Core real estate and infrastructure are illiquid by nature, but they can help provide investors with a key survival skill: keeping cash flows stable to meet required outflows — something many sovereign bonds can no longer do.

Both traditional and alternative assets may exhibit safe haven properties that can be mapped to particular types of portfolios. Crucially, our research demonstrates that there is no single, perfect safe haven asset; rather, different assets protect against different risks, and their relative effectiveness and opportunity costs vary. Investors, too, vary in the relative importance of the risks they need to protect against.

The good news is, investors may have more choices for building protection and resiliency into their portfolios than they think. Expanding the concept of safe-haven assets to include not only bonds, reserve currencies and gold but also selected alternative assets is a good starting point. Investors should then consider what they really need to successfully navigate periods of market stress (in our view: staying solvent, meeting cash flow obligations, being nimble enough to seize investment opportunities) and what trade-offs they are more or less willing to make to achieve their investment objectives.
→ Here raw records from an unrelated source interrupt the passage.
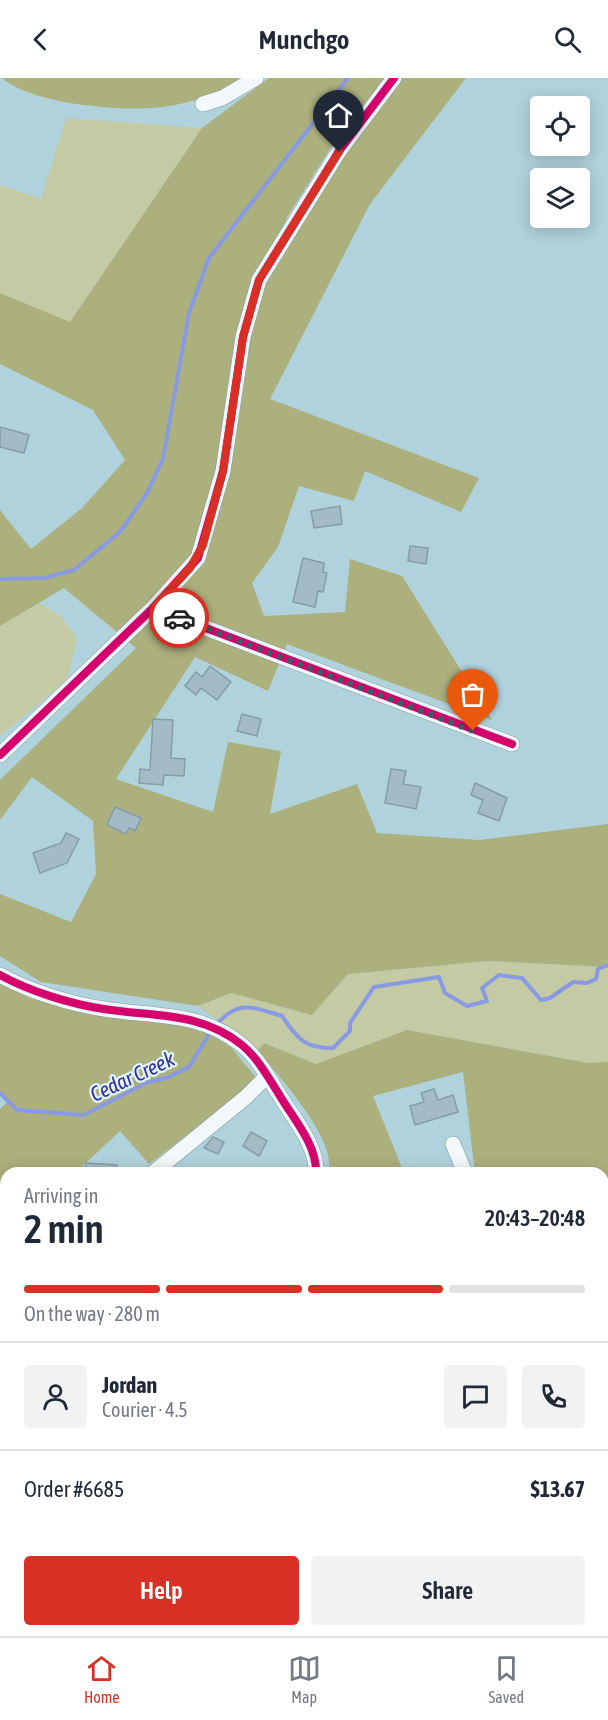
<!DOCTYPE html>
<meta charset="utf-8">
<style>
body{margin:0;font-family:"Asap Condensed",sans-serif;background:#f2f2f3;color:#1f2937;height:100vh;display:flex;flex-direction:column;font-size:22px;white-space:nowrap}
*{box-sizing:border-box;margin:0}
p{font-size:20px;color:#747a83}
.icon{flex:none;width:33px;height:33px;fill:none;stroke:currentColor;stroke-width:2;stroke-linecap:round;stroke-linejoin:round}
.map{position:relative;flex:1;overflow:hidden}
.sheet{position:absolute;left:0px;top:1089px;width:609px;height:470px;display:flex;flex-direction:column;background:#fff;border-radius:18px 18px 0 0;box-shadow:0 3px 15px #0003}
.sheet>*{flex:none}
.buttons{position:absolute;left:530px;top:18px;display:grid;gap:12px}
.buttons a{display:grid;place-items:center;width:60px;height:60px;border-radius:6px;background:#fff;box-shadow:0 3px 15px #0003;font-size:30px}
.pin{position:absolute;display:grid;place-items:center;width:51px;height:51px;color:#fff;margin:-62px -26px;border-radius:50% 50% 50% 0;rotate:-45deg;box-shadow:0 0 6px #0007}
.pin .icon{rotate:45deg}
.courier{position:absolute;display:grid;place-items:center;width:60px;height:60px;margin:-30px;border:4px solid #d93025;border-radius:50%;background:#fff;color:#222;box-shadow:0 2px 8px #0007}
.overview em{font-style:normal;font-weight:600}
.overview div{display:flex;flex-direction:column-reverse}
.overview{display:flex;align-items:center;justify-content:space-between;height:102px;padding:0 24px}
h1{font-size:39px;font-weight:600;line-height:45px}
.bar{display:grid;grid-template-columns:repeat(4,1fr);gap:9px 6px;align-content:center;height:72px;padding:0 24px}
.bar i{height:8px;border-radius:4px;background:#e0e1e3}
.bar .active{background:#d93025}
.bar p{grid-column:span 4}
.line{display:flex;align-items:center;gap:15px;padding:0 24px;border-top:2px solid #e0e1e3}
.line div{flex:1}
.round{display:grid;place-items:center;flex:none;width:63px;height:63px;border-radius:6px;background:#f2f2f3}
.primary-button{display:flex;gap:12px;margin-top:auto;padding:12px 24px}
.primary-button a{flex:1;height:69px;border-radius:6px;background:#d93025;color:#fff;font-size:24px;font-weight:600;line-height:69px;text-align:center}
.primary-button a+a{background:#f2f2f3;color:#1f2937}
header{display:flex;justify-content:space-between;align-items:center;height:78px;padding:0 24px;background:#fff;font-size:27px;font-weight:600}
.tabs{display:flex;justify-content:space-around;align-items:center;height:84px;border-top:2px solid #e0e1e3;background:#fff;font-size:16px;color:#747a83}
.tabs a{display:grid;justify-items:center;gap:3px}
.tabs .active{color:#d93025}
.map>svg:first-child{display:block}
.built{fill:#9cd3e2}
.green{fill:#c4caa3}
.forest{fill:#acb07d}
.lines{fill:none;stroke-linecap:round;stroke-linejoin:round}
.stream{stroke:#899ae4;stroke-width:4}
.building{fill:#a3bbc6;stroke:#859da7;stroke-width:1.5}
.minor-casing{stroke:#7f9aa2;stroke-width:16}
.highway-casing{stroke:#9fb1b6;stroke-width:22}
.minor{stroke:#f3f8fa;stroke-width:15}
.highway{stroke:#bdced2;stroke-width:21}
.rail{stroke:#bec7ca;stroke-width:4;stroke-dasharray:10 10;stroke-linecap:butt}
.cycleway-casing{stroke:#dff6fd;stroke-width:11}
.cycleway{stroke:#d6006c;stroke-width:8}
.done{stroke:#405c63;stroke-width:6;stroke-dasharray:0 10.8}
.route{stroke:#d93025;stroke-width:8}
.labels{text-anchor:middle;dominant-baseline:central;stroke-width:4.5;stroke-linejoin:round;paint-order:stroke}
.water-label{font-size:21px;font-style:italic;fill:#342ca1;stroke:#dff6fd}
</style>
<header><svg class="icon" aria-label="back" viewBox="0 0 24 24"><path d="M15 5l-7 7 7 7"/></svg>Munchgo<svg class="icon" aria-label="search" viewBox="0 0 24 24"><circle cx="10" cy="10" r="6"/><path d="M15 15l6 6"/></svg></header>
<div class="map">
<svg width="608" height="1558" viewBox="0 0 608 1558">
<rect width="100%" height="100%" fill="#b0d2dc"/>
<!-- built -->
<polygon class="built" points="608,1224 608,1381 603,1382 603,1226"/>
<!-- green -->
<g class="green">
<polygon points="66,40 202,50 70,244 0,215 0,107 41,121"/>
<polygon points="39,525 62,539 77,561 67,602 0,658 0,548"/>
<polygon points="488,883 608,889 608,984 588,985 407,952 316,986 264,965 258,972 198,928 231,915 312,937 348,896"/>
<polygon points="608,1395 608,1456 603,1458 603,1396"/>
</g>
<!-- forest -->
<g class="forest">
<path d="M2,0H238L236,7C211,19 180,28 152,30C115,33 30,25 2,0Z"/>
<polygon points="269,0 386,0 331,69 286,141 298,149 368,42 401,0 466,0 370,126 270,321 479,400 461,434 365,393 354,423 299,408 278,469 252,505 264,538 345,534 350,481 402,498 492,642 287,566 268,613 195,579 116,701 213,734 228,664 281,673 270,736 357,706 377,755 479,762 608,746 608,889 488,883 348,896 312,937 231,915 198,928 41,904 0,878 0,816 71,844 96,796 93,743 32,699 0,742 0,702 136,570 64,510 0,548 0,432 31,471 82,430 125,382 93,332 0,286 0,215 70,244 202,50"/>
<polygon points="0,904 32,921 195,947 231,969 258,1002 149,1086 120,1053 75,1095 6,1095 6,1331 0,1328 0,1031 7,1024 0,1018"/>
<path d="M407,952L588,985L608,984V1113L603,1115V1095H475L463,994L373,1018L404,1095H329C336,1059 280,1001 258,972L264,965L316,986Z"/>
<polygon points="0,1381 6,1386 6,1534 0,1535"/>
<polygon points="198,1552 342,1552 342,1553 326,1558 194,1558"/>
<polygon points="408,1553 408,1552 485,1553 482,1558 395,1558"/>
</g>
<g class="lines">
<!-- stream -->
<g class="stream">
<polyline points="0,501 44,500 74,492 120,454 147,415 163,381 189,235 209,180 348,0"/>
<path d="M216,947C239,921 252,929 282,938C298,961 304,970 333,970L350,953V945L374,909L439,899L445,915L467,928L487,923L482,910L499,897L522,900L541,922L550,920L573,904L587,905L596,901L598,891L608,887"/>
<polyline points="0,1015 17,1032 84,1037 146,1005 169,999 189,989 211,953"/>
</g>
</g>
<!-- building -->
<g class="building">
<polygon points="0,349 29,357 24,375 0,369"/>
<polygon points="340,428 342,446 314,450 311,433"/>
<polygon points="410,468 428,470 426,486 408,483"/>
<polygon points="303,480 324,485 323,494 327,495 323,514 318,513 315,529 293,524"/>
<polygon points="210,588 231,604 217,622 201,610 196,617 185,608 196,594 202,599"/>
<polygon points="242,636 261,641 257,658 237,653"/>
<polygon points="153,641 173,642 171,680 185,681 184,698 164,697 163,707 139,705 140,691 150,692"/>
<polygon points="391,691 406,693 403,706 421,709 416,731 385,725"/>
<polygon points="475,705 507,720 499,743 478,735 483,722 471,717"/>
<polygon points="115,729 141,740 135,753 129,750 126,756 107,747"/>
<polygon points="66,755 79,761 67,785 40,795 33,775 61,765"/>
<polygon points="434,1011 438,1022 453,1017 458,1034 415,1047 410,1028 424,1024 421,1015"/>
<polygon points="251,1054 267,1063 259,1078 243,1068"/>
<polygon points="213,1059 224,1064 218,1076 204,1070"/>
<polygon points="86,1085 117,1087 116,1095 85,1095"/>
</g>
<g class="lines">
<!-- minor casing -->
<g class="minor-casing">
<g id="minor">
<polyline points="203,26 222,20 256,0"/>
<polyline points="153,530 512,666"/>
<polyline points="0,677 153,530 198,480 223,393 243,259 259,202 339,73 394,0"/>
<path d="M0,897C29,913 70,926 104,931C153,939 200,933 242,967C260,982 272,1006 285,1026C298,1046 317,1070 316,1095"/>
<polyline points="453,1066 465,1095"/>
<polyline points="153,1095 246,1019 267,998"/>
<polyline points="603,1394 608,1392"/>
<polyline points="603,1480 608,1485"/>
<polyline points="603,1521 608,1518"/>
<polyline points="0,1548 6,1548"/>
<polyline points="491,1558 494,1552"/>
</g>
</g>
<!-- highway casing -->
<g class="highway-casing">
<g id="highway">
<polyline points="603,1131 608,1128"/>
<polyline points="603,1175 608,1173"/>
<polyline points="117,1558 120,1552"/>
<polyline points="174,1558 177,1552"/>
</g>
</g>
<!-- minor -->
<use href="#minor" class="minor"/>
<!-- highway -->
<use href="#highway" class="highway"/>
<!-- rail -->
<g class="rail">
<polyline points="603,1466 608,1464"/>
<polyline points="376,1558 391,1552"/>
</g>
<!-- cycleway casing -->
<g class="cycleway-casing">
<g id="cycleway">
<polyline points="153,530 512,666"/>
<polyline points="0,677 153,530 198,480 223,393 243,259 259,202 339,73 394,0"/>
<path d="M0,897C29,913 70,926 104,931C153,939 200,933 242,967C260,982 272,1006 285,1026C298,1046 317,1070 316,1095"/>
</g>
</g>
<!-- cycleway -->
<use href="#cycleway" class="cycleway"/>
</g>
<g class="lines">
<!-- done -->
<polyline class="done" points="179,540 473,653"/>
<!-- route -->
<polyline class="route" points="179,540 153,530 190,490 203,467 223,393 243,259 259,202 339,74"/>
</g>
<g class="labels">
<!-- water labels -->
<g class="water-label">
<text transform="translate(132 998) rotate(-25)">Cedar Creek</text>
</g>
</g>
</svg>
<div class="buttons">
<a><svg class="icon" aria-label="locate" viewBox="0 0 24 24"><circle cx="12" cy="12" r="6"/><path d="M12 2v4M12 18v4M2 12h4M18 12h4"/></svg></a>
<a><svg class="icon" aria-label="layers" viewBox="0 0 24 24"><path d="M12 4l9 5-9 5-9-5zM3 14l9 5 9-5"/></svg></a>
</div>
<div class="pin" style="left:473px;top:653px;background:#ea580c"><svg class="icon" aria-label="bag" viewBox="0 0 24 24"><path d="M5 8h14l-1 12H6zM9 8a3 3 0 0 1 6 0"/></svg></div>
<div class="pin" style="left:339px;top:74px;background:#1f2937"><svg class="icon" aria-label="home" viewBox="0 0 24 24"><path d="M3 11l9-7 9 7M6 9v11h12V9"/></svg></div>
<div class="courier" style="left:179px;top:540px"><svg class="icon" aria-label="car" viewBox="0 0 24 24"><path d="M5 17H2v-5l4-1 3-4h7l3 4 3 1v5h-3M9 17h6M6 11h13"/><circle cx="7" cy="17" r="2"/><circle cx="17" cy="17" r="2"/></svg></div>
<section class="sheet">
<div class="overview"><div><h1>2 min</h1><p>Arriving in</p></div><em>20:43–20:48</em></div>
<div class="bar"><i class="active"></i><i class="active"></i><i class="active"></i><i></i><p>On the way · 280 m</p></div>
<div class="line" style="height:108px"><a class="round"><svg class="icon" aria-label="person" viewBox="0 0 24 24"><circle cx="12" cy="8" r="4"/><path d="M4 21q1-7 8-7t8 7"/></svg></a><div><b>Jordan</b><p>Courier · 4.5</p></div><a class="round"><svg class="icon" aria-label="chat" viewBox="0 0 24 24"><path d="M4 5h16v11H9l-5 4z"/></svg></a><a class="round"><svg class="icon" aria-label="phone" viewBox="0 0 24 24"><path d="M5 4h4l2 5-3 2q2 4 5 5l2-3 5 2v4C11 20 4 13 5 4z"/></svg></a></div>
<div class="line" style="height:78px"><div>Order #6685</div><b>$13.67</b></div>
<div class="primary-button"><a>Help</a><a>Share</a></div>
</section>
</div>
<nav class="tabs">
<a class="active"><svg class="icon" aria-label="home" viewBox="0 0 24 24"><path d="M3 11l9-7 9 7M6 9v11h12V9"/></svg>Home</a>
<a><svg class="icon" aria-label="map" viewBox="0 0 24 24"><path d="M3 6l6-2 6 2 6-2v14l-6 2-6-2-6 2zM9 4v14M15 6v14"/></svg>Map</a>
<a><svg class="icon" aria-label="saved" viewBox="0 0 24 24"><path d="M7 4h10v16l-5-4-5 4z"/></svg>Saved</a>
</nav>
The solutions may be surprising, and the most appropriate trade-offs will vary across investors. Long-term investors who can warehouse volatility without being forced to sell can harvest income returns from core real assets that exhibit low beta to equity markets, for example. In contrast, for investors who are more focused on mark-to-market performance and face capital outflows but have low cash flow obligations, more liquid safe-haven assets such as gold, cash and bonds may be more attractive.

Answers will vary but one thing is clear: with persistently low rates and a mature economic cycle, investors should spend as much time focusing on the risk parameters of their portfolios as they do fortifying returns.

 

Thushka Maharaj is global multi-asset strategist at JPMorgan Asset Management. The views expressed above are her own and should not be taken as investment advice.